**YOUR OBJECTIVE:** Please copy each line below that contains the word "with".

**EXERCISE MATERIALS:**
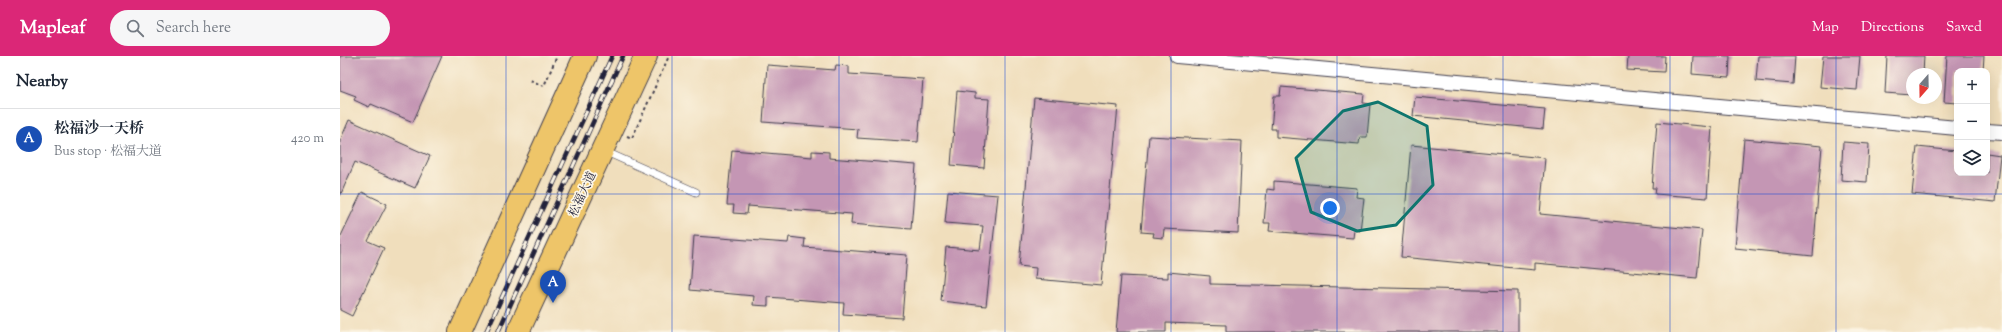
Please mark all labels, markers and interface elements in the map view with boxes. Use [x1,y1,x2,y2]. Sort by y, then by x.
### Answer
==
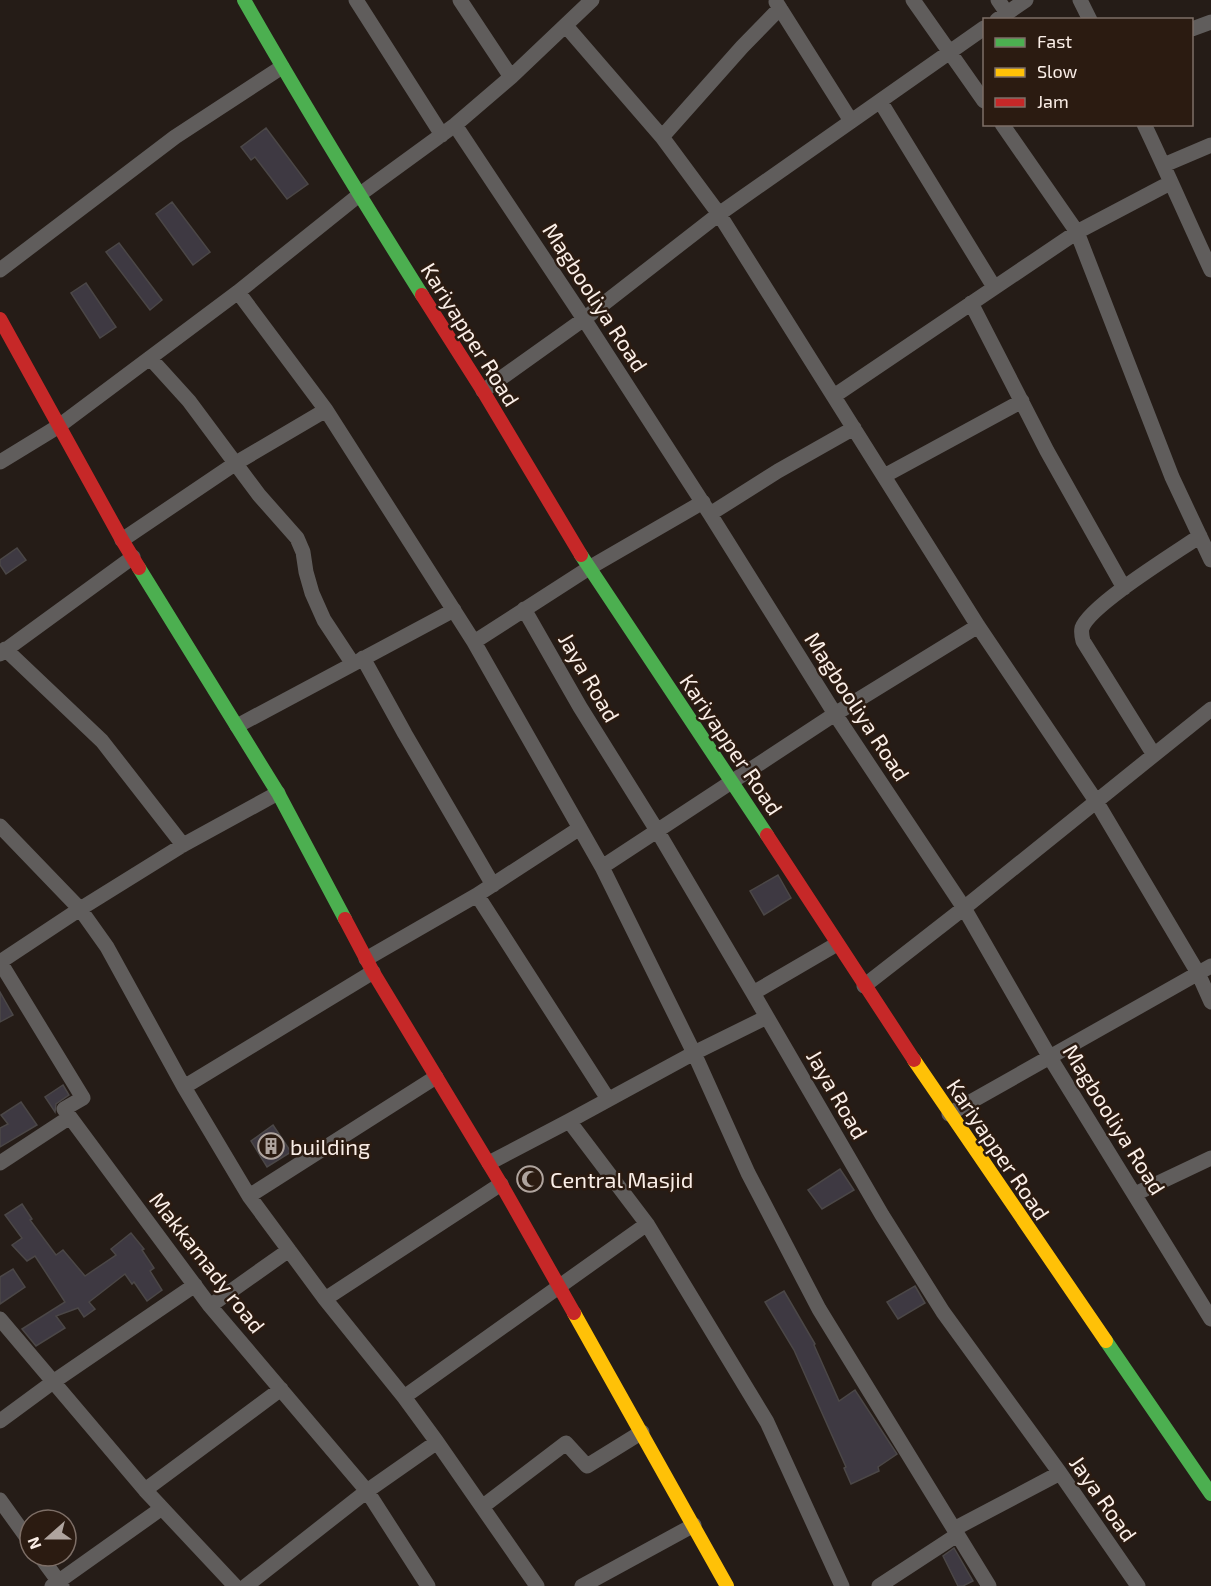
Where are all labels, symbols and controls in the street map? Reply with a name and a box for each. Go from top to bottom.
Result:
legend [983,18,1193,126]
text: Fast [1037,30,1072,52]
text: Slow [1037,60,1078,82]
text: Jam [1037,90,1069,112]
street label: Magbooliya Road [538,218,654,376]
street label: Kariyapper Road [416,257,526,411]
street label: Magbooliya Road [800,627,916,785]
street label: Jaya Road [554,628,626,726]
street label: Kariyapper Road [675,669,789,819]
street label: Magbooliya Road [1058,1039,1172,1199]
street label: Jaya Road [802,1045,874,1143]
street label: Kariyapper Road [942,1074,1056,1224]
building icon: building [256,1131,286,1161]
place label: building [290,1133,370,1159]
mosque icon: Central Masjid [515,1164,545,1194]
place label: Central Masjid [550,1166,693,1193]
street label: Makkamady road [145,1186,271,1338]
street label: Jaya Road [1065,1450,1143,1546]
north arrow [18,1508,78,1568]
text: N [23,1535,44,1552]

**SOLUTION BELOW:**
Please mark all labels, markers and interface elements in the map view with boxes. Use [x1,y1,x2,y2]. Sort by y, then by x.
Where are all labels, symbols and controls in the street map? Reply with a name and a box for each. Go from top to bottom.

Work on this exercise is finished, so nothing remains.